New Jersey-based trade association Small and Medium Enterprise Consortium and two IT service providers have sued the US Citizenship and Immigration Services (USCIS) over their recent memo which placed tighter restrictions on the H-1B visa program.
USCIS’s policy memo issued in February caused “irreparable harm” to them and pose an “existential threat to their business model,” they argue in a lawsuit filed in a New Jersey federal court last week, Hindustan Times reported.
“Congress has consistently shown the public policy is to increase access to IT professionals, and not increase burdens on US companies to retain this resource,” the lawsuit read, as reported by MSN.
The suit claims the government agency overstepped its role when it required H-1B applicants to provide “detailed statements of work or work orders” about an H-1B visa holder’s work at a third-party site, including precise itineraries eg. how long will they work and for whom.
It also stated that the worker should have “specific and non-speculative qualifying assignments in a specialty occupation for the beneficiary for the entire time requested in the petition” and that “the employer will maintain an employer-employee relationship with the beneficiary for the duration of the requested validity period.”
#WorldNews Several companies have sued US Citizenship and Immigration Services against the introduction of new rules in the H-1B visa programme. The rules directed employers to provide detailed statements about work done by those hired through H-1B visas.. https://t.co/sNmlk7sb3S
— News Key Points (@NewsKeyPoints) May 6, 2018
The Trump administration’s “Buy American, Hire American” objective is said to be the reason for these changes – US President Donald Trump had claimed that US companies’ outsourcing of jobs to countries like India and China is making Americans suffer from the “greatest jobs theft in the history of the world”. In the runup to the 2016 general election, he had promised to bring jobs back to the US, even if this entails forcing local companies to sack highly-skilled foreign workers, according to Asia Sentinel.

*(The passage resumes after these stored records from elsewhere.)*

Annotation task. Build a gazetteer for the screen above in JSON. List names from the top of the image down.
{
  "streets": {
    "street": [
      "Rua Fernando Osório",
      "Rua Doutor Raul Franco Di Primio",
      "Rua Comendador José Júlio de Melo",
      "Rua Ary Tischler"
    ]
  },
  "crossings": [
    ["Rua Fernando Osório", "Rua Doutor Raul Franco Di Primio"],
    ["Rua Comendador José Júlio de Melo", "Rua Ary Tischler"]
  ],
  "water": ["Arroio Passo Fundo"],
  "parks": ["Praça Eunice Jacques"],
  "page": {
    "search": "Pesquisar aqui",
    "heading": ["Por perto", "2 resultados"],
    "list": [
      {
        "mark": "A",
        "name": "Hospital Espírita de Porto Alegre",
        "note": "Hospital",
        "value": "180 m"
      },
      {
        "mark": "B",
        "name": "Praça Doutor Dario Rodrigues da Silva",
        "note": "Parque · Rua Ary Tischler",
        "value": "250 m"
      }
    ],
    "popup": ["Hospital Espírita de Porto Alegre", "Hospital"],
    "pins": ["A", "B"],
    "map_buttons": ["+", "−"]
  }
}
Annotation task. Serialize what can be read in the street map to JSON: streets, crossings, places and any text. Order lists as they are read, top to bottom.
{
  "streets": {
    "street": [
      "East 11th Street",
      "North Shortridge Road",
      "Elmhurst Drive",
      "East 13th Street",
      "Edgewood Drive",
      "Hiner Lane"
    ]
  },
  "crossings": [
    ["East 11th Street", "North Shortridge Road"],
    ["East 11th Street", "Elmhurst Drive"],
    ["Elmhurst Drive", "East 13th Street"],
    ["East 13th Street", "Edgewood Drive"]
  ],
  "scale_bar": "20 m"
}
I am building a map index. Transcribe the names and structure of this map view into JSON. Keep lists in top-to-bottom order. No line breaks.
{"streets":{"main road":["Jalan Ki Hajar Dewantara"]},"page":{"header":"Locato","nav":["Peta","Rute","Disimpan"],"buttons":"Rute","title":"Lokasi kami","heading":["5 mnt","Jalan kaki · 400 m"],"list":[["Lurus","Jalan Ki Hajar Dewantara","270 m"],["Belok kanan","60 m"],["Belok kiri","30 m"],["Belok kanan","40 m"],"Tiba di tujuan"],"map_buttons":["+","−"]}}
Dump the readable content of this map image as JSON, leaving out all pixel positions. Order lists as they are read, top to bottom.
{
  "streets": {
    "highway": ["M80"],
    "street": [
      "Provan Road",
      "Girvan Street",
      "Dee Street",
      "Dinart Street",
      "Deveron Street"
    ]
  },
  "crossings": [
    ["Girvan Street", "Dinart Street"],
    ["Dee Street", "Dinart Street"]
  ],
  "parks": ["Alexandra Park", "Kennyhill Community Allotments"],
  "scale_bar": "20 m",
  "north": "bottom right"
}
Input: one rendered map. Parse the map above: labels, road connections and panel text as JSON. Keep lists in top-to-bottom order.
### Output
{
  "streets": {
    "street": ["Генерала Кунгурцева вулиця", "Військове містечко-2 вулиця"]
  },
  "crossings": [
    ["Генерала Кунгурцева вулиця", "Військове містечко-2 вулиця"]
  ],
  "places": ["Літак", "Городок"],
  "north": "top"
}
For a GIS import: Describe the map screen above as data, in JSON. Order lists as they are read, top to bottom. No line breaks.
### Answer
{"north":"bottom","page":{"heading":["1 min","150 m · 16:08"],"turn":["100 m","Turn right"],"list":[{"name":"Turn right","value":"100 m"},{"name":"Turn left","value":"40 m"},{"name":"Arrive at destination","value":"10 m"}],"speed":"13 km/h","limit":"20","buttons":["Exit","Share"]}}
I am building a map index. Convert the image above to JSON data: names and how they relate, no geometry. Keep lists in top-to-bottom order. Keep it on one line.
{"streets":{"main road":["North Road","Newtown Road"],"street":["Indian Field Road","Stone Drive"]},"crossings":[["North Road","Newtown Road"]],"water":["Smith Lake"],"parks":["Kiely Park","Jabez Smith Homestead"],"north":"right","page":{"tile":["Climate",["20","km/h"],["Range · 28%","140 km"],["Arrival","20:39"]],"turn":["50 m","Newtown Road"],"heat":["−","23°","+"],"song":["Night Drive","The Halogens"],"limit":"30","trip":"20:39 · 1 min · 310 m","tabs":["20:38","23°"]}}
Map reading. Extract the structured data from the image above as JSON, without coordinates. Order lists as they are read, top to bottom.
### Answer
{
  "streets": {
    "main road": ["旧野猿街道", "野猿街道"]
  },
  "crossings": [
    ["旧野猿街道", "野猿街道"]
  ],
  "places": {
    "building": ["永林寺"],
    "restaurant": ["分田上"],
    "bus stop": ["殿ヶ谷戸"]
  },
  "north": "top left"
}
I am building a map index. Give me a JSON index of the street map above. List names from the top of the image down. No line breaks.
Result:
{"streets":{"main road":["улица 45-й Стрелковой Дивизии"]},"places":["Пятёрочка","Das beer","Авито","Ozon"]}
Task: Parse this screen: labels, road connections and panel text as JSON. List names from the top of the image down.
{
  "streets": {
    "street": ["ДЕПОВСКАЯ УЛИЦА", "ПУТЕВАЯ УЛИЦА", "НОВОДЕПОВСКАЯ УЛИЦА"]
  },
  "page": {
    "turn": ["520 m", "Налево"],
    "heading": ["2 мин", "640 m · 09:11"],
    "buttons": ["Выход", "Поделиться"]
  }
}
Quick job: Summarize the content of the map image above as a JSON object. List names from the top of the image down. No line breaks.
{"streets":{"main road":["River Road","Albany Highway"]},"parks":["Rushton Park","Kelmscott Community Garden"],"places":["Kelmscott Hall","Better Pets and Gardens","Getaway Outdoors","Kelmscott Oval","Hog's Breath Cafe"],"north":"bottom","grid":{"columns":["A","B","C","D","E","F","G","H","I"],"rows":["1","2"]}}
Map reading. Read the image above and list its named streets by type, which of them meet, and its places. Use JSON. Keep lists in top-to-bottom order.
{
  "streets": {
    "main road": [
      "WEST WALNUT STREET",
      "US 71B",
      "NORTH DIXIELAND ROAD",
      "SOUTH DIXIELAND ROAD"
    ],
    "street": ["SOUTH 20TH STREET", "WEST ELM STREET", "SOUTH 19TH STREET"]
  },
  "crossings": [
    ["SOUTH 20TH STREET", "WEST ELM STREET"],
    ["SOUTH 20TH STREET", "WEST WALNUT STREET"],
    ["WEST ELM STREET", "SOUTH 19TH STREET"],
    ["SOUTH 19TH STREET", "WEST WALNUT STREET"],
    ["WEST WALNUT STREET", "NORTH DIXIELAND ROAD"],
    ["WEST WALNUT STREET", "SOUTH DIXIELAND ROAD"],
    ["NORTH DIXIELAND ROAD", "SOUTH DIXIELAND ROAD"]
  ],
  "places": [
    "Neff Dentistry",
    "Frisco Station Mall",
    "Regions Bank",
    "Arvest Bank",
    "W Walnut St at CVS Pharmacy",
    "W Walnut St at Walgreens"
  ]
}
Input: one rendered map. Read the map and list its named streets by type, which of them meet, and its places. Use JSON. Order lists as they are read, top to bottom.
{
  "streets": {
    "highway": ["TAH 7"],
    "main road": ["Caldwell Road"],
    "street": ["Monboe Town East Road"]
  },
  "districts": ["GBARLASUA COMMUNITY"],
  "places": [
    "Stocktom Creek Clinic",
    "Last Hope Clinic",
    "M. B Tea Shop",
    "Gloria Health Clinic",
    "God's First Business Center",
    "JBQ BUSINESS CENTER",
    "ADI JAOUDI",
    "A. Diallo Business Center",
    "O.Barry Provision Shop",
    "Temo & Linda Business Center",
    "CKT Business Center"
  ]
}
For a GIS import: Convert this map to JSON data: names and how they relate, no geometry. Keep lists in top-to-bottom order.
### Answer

However, decisions on what types of employers qualify for the visa as well as matters pertaining to wages and working conditions, fall under the purview of the Department of Labour and not USCIS, the lead attorney for the companies Jonathan Wasden says.
He added that the lawsuit asks the court to “prohibit and enjoin” the USCIS overstepping the boundaries of its power and to prevent USCIS from introducing “unlawful requirements in the H-1B process”.
“Without sufficient employees to meet their clients’ needs, Plaintiffs will suffer irreparable harm to reputation and ability to compete,” the lawsuit says.
“Defendants’ (USCIS) unlawful requirements will eventually choke out plaintiff’s work force through extension denials and refusing initial H-1B application. If left unchecked, Defendants will destroy Plaintiffs and hundreds of similar companies across the country.”
The USCIS said it does not comment on pending litigation.
American employers use the H-1B temporary visa program to hire foreigners with at least a bachelor’s degree in “specialty occupations” where there aren’t enough high-skilled American workers to fill available jobs. Successful applicants can work legally in the US for three years.